← Blank 2 Vec

An idea that I find really fascinating is that you can turn anything into a vector of numbers. This is incredible.

I believe the first big paper in this paradigm that I know of is Word2Vec where they trained a model to produce embeddings (this is just what the fancy word for the vector is) for a certain word.

How do you do this?

Well, in their case. You can either train to take a word and predict the words around it, or you can take the 2 words before and 2 words after and try to predict the word in the middle. Either way, whenever you have this type of prediction, you’re able to form strong representations of the word. This is usually done by having the neural net have some sort of bottleneck layer before word prediction, that’s the “embedding” part.

This is also done with VAEs, and now CLIP (maybe one of my favorite papers of all time).

The basic question of CLIP was, can we somehow put in an image and get words or put in words and get an image? How do we tell how similar the two things are?

Once again, they showed that raw input is key in this. If you just take images that have alt tags from online, most of them are not that great, but by training a model to predict which alt text goes with what image, you end up able to get such a strong model for co-embedding the two formats.

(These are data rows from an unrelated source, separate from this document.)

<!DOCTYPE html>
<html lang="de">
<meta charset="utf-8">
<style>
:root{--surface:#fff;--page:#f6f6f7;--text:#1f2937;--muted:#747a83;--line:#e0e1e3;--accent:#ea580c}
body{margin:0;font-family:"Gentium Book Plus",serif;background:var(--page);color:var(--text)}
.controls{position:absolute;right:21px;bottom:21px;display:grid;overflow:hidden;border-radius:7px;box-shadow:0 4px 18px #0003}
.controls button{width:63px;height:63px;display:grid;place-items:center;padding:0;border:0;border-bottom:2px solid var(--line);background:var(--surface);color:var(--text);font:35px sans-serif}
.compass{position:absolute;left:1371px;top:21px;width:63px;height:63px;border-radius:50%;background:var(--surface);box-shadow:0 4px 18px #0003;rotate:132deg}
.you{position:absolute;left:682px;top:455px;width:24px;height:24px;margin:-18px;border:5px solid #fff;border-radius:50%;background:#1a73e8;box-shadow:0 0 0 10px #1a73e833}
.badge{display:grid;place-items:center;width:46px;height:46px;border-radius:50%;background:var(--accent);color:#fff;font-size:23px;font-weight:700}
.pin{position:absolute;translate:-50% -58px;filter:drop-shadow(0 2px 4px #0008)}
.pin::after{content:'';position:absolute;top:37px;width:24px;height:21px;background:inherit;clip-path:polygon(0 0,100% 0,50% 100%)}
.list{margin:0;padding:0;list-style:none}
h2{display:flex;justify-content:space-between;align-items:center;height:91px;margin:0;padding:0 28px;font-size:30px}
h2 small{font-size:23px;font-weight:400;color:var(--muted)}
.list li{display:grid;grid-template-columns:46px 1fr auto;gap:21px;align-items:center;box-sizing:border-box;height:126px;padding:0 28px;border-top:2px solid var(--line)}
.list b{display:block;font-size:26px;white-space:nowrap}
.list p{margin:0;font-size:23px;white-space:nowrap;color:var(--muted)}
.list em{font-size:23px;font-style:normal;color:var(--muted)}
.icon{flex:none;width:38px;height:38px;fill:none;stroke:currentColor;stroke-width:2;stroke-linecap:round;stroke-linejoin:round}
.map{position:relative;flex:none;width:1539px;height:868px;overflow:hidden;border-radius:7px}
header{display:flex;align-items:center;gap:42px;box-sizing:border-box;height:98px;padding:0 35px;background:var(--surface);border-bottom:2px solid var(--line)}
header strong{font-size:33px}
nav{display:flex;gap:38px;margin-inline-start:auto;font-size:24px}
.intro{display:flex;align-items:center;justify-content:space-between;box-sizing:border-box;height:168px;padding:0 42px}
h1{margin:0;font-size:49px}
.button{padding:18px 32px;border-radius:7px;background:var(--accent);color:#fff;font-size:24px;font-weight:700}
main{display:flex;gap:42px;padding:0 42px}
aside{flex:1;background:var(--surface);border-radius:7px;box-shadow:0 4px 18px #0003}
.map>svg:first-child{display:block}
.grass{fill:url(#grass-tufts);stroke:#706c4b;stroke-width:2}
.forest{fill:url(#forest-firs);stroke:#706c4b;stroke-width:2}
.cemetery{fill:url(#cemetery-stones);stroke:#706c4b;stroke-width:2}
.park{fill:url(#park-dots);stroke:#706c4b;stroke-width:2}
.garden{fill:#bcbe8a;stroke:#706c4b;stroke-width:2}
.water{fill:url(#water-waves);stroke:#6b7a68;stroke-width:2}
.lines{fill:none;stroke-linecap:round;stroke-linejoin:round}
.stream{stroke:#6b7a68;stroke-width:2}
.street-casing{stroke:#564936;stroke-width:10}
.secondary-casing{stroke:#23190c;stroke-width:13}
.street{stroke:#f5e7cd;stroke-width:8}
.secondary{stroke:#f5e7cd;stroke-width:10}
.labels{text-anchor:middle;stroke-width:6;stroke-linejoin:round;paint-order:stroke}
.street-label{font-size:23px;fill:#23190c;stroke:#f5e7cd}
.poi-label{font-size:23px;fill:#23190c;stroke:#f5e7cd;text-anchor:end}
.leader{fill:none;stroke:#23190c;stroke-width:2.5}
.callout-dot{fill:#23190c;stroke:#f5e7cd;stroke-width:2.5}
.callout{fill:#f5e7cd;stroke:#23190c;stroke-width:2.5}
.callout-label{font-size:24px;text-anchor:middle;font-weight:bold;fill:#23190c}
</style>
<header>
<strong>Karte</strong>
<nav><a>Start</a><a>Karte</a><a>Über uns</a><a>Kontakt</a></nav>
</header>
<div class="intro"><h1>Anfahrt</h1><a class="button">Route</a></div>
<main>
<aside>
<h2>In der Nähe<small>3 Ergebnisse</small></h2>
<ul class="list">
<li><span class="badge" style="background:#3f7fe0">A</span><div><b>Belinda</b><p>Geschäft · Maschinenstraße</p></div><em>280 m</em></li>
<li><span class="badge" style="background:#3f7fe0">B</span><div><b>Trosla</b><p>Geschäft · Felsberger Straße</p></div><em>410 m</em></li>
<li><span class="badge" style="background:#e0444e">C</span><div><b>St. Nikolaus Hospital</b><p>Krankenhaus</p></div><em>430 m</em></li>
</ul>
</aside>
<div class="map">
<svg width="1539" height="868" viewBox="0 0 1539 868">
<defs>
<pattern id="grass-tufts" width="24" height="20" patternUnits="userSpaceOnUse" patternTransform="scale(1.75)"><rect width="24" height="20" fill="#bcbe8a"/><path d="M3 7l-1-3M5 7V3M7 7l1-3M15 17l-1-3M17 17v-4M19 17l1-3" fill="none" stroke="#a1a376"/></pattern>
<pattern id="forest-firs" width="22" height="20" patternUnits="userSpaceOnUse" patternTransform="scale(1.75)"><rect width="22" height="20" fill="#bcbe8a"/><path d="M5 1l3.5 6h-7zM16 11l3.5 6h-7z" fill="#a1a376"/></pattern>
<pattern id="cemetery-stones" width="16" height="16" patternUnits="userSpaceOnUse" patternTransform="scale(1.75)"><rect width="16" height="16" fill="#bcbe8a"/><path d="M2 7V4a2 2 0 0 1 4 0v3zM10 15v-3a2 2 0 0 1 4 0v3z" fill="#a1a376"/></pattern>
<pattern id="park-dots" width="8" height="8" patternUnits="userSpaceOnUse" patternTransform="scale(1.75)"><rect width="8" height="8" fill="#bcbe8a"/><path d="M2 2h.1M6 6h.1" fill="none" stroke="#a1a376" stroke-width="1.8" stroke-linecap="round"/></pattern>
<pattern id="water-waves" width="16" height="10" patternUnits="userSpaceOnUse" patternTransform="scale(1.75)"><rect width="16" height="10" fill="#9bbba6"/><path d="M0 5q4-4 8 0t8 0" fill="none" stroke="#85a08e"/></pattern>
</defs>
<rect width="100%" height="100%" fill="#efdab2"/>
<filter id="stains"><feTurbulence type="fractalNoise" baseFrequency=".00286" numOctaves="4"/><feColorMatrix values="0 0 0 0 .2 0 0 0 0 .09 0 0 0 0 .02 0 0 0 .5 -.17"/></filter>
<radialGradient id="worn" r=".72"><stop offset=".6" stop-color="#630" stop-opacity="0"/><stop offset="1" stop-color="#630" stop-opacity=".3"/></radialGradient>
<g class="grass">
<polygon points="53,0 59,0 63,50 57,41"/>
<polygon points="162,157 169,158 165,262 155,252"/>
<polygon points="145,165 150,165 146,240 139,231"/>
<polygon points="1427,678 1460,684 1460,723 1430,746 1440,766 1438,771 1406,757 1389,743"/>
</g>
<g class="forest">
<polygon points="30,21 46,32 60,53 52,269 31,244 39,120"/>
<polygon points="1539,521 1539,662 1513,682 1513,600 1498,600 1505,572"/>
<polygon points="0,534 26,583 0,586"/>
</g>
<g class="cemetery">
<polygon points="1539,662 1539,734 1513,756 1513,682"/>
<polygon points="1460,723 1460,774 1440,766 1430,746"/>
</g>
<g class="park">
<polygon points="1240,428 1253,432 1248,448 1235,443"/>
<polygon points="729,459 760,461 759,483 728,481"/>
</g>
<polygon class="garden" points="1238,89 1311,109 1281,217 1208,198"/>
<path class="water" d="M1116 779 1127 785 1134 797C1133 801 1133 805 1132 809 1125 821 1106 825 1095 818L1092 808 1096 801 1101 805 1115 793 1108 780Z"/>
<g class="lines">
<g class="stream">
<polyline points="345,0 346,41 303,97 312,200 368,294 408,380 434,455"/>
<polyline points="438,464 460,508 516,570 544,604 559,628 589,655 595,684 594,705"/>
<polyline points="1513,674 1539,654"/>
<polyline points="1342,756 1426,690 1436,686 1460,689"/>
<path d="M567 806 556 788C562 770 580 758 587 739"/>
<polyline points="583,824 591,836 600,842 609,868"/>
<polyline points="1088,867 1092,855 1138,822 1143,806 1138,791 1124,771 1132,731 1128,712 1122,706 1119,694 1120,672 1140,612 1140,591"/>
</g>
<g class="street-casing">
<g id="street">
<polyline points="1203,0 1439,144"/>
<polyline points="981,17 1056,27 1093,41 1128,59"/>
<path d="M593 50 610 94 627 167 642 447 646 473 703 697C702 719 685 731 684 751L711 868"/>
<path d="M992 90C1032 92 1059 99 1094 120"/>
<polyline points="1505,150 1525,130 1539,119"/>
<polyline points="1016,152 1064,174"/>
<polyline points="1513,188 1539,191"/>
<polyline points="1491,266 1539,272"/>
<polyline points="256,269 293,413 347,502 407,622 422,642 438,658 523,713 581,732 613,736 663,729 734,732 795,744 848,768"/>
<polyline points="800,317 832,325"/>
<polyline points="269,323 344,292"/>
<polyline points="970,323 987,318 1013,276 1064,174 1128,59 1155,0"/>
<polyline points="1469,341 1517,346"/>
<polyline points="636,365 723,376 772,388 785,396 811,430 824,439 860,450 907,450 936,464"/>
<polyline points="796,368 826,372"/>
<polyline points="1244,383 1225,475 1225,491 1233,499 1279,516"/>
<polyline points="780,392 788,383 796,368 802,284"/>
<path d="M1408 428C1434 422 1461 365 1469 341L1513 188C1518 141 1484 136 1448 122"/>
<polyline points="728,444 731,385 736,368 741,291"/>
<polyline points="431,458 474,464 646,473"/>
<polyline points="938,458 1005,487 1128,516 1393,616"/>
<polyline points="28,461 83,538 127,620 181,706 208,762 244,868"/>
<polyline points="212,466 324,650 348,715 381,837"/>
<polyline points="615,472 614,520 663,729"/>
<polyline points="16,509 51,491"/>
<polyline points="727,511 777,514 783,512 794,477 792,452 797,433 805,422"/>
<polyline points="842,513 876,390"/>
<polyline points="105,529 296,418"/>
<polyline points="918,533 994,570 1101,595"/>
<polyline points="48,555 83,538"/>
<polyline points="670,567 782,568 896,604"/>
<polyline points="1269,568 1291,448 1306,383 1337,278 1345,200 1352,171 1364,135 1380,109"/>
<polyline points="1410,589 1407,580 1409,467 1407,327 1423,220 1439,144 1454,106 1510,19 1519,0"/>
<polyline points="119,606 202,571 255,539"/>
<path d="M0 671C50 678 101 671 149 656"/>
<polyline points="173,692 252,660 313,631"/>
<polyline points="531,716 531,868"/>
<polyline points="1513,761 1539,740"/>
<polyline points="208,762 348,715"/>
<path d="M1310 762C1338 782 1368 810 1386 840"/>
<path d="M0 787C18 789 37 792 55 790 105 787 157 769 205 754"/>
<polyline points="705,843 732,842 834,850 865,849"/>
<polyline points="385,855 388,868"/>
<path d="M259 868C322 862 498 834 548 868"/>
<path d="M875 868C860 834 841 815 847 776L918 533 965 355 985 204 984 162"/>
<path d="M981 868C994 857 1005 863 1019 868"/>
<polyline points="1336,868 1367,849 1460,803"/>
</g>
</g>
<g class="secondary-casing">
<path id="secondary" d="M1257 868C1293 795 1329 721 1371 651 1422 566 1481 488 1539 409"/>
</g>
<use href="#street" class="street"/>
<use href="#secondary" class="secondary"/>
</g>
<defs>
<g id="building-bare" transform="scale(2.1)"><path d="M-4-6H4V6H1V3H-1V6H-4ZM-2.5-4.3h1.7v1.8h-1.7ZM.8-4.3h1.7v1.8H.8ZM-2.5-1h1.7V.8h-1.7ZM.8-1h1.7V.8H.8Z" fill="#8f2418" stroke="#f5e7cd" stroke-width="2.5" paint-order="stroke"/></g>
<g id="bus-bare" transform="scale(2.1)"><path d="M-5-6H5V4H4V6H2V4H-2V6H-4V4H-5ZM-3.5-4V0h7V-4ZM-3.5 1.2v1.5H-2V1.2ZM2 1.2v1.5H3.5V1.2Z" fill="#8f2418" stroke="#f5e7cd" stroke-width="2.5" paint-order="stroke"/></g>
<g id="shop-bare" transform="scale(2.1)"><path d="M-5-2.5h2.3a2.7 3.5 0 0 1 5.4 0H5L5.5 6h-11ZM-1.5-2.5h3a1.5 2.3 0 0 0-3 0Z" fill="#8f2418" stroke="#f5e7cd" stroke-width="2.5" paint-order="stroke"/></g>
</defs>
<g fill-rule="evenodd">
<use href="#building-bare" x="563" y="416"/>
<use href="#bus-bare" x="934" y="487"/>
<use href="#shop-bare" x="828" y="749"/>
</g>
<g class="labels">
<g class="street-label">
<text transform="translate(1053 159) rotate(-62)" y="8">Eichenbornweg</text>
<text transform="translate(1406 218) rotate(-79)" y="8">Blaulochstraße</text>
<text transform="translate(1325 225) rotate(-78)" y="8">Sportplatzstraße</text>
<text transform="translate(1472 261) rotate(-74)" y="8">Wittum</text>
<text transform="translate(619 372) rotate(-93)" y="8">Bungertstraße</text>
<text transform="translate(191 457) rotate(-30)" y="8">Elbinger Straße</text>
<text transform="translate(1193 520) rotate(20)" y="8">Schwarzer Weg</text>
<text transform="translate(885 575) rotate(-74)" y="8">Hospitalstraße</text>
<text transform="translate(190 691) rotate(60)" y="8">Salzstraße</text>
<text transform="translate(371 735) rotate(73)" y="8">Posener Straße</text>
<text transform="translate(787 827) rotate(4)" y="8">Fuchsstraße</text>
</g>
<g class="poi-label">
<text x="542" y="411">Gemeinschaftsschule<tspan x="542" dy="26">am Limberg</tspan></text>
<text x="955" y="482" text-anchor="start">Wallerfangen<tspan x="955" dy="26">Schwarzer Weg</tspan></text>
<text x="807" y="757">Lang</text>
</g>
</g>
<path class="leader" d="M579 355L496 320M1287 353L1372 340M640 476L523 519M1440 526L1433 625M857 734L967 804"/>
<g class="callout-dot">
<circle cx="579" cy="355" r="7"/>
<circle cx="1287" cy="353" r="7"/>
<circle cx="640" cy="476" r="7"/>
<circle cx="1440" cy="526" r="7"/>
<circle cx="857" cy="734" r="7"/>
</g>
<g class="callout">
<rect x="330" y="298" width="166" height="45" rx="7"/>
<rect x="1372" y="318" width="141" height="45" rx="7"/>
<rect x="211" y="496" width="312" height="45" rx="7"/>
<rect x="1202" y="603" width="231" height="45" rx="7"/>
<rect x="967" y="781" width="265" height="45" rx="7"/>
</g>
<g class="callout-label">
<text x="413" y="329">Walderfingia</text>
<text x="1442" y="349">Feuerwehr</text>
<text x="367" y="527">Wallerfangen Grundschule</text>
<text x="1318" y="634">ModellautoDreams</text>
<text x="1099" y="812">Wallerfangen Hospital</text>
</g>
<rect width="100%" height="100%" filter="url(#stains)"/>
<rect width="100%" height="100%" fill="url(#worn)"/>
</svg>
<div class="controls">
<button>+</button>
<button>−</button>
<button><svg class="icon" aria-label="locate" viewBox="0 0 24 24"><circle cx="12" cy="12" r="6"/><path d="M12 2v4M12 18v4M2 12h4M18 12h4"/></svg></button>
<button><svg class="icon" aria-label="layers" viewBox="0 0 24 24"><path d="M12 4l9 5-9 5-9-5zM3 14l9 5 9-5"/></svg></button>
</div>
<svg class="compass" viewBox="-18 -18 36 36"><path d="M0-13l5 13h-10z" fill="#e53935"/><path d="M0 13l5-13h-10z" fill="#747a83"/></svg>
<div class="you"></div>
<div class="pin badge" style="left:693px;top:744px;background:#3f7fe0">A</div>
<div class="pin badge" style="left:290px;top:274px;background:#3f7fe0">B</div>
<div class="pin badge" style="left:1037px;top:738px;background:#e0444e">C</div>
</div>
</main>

This basic paradigm has been done with so much now. How do you “clip” geolocations (GeoClip) or astrophysics stars, or whatever else. What else is there to do in this space besides eke out small advantages? (I believe there’s definitely more room for creativity)

Infinite Craft

Something that kind of embodies this notion is Neal’s new game Infinite Craft. It is reminiscent of the old games where you were able to combine elements to form new ones to try and discover the edges of the game world, but in this one, the relationships are built in by a human but by an AI. This means that you can do a lot of wacky things, but the space of “explorable” elements is essentially infinite.

By turning words into numbers, we’ve somehow crafted a notion of what “adding” two concepts is. That is incredible.